I am starting to work with matrix calculus and I am trying to write the correct dual for the following minimization problem: $$\begin{equation*} \begin{aligned} & \underset{X}{\min} & & f_0(X) \\ & \text{subject to} & & X \preccurlyeq 1, \\ & & & \textbf{1}X=\textbf{1} \end{aligned} \end{equation*}$$
Where with the first inequality I want to say that all the elements of the matrix are less then equal to one (is it correct?) and the second one want to say that all the columns should sum to one (the first 1 is a row vector with as many elements as the rows of X and the second one is a row vector with as many elements as the columns of X). What I want to model here is that X is a matrix of conditional probabilities, where every column is a different conditioning event and the elements in that columns are the probabilities.
Then, I would like to write the dual for it but I am not sure about the dimensions of the lagrange multipliers: can it be written like this? $g(\lambda,\nu)= \inf_X(f_0(X)+\lambda(X-1)+\nu(\textbf{1}X-\textbf{1}))$. If yes, what should the dimensions of $\lambda$ and $\nu$ be? Or should it be a sum like this: $g(\lambda,\nu)= \inf_X(f_0(X)+\sum_{i,j}\lambda_{i,j}(X_{i,j}-1)+\sum_j\nu(1^T\textbf{x}_j-1))$? And then $\lambda$ is a matrix and $\nu$ a vector?
Or even, are they the same thing? Thanks and sorry for the banality of the question.
The notation $X \preccurlyeq 1$ is not standard for this purpose. One could be confused and think that it means that $X-1$ has to be positive semidefinite (and there is ambiguity around subtracting a scalar from a matrix). I would write it as $X_{ij} \leq 1 \; \forall i,j$.

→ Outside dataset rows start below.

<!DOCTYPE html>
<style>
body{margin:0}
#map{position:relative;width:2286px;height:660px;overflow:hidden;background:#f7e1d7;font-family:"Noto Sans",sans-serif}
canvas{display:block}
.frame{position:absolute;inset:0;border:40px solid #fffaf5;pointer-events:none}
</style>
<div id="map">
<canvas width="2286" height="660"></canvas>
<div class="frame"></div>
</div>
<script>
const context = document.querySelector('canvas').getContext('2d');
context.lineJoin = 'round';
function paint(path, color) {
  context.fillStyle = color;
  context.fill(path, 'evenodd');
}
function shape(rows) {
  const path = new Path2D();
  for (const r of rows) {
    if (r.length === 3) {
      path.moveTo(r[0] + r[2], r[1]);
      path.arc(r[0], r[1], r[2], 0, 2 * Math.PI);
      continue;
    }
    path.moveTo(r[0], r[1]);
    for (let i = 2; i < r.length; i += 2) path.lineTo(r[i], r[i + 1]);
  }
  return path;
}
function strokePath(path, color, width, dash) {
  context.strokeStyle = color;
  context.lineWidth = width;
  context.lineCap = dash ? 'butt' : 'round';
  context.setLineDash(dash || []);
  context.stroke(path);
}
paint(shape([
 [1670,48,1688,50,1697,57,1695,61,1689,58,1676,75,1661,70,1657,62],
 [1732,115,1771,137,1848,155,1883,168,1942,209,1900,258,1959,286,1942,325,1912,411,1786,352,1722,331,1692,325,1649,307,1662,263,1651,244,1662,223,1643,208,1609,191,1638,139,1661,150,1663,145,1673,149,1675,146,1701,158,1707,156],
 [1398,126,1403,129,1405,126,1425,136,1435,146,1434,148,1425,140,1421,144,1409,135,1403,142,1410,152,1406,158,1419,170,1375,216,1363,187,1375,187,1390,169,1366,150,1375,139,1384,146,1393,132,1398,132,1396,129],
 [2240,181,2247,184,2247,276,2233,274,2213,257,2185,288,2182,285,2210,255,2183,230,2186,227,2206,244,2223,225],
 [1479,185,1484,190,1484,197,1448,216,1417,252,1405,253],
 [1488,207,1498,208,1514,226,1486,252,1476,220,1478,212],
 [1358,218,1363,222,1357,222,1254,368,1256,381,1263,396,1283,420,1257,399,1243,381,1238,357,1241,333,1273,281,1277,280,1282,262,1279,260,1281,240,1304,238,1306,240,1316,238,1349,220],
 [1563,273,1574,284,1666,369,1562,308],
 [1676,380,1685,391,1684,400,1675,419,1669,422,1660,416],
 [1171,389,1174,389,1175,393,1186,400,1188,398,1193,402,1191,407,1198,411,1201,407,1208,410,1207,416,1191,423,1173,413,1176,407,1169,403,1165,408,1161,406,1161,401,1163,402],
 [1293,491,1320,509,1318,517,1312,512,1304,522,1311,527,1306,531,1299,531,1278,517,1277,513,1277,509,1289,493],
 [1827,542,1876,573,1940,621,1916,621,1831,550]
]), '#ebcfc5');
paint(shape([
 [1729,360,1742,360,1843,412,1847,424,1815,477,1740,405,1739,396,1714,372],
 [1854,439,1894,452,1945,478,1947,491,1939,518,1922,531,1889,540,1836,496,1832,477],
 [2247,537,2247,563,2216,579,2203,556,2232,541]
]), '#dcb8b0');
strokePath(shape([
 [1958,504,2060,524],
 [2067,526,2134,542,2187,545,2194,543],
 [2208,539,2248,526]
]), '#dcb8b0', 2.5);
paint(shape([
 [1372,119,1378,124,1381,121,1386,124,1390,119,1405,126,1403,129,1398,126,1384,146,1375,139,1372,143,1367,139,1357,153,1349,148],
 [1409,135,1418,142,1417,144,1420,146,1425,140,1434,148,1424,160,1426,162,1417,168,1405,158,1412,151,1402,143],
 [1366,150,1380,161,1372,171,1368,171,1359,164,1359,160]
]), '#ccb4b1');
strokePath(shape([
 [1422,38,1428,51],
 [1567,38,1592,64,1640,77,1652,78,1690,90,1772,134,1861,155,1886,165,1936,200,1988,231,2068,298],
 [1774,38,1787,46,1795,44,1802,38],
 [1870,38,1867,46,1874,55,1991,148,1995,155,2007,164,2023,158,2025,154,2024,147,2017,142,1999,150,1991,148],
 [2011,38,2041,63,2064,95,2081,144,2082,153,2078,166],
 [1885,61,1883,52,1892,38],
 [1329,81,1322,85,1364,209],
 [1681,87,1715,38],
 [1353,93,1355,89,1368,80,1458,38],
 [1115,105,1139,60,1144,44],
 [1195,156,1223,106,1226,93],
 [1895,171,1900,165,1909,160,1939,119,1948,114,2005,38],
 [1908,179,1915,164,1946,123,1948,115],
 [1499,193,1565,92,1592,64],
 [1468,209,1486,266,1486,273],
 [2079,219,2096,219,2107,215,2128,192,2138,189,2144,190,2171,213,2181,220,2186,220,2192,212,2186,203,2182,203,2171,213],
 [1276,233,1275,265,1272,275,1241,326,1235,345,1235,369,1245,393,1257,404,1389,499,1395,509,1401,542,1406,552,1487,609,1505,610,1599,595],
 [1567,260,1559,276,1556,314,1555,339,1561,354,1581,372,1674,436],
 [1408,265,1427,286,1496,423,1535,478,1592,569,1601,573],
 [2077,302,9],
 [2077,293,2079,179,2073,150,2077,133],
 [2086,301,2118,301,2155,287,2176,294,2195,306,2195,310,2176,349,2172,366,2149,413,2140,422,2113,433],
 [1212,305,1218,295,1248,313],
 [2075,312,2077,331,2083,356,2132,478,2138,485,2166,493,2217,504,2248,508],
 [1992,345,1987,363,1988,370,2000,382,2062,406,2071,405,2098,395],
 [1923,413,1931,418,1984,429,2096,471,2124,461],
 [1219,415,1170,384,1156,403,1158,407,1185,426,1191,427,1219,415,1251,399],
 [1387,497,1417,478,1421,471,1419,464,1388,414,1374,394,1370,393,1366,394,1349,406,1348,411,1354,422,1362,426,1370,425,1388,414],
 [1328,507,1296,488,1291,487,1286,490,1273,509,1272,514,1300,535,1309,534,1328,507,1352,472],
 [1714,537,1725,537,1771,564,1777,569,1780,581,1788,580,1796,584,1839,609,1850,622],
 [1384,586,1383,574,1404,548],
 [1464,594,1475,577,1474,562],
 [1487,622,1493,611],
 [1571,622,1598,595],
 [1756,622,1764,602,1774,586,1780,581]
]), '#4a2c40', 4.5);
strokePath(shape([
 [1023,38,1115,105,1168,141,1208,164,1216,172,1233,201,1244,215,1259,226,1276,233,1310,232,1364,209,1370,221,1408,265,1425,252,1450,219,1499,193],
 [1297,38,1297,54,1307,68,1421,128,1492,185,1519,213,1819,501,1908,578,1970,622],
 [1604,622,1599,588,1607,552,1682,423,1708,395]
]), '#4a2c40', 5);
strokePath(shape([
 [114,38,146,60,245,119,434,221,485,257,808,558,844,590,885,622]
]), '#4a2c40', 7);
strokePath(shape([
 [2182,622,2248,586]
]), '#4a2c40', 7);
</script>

Neither of your duals is correct. The problem in the first one is that $\lambda(X-1)$ is not a scalar; in the second one $\nu(1^T\textbf{x}_j-1))$ is as vector. The right formulation is: $$g(\lambda,\nu)= \inf_X(f_0(X)+\sum_{i,j}\lambda_{i,j}(X_{i,j}-1)+\sum_j\nu_j(1^T\textbf{x}_j-1))$$ You can shorten it a bit with the trace operator: $$g(\lambda,\nu)= \inf_\textbf{X}(f_0(X)+\text{tr}(\lambda(\textbf{X}-\textbf{E}))+(\textbf{1}\textbf{X}-\textbf{1})\nu),$$ where $\textbf{E}$ is the matrix of which each element is 1.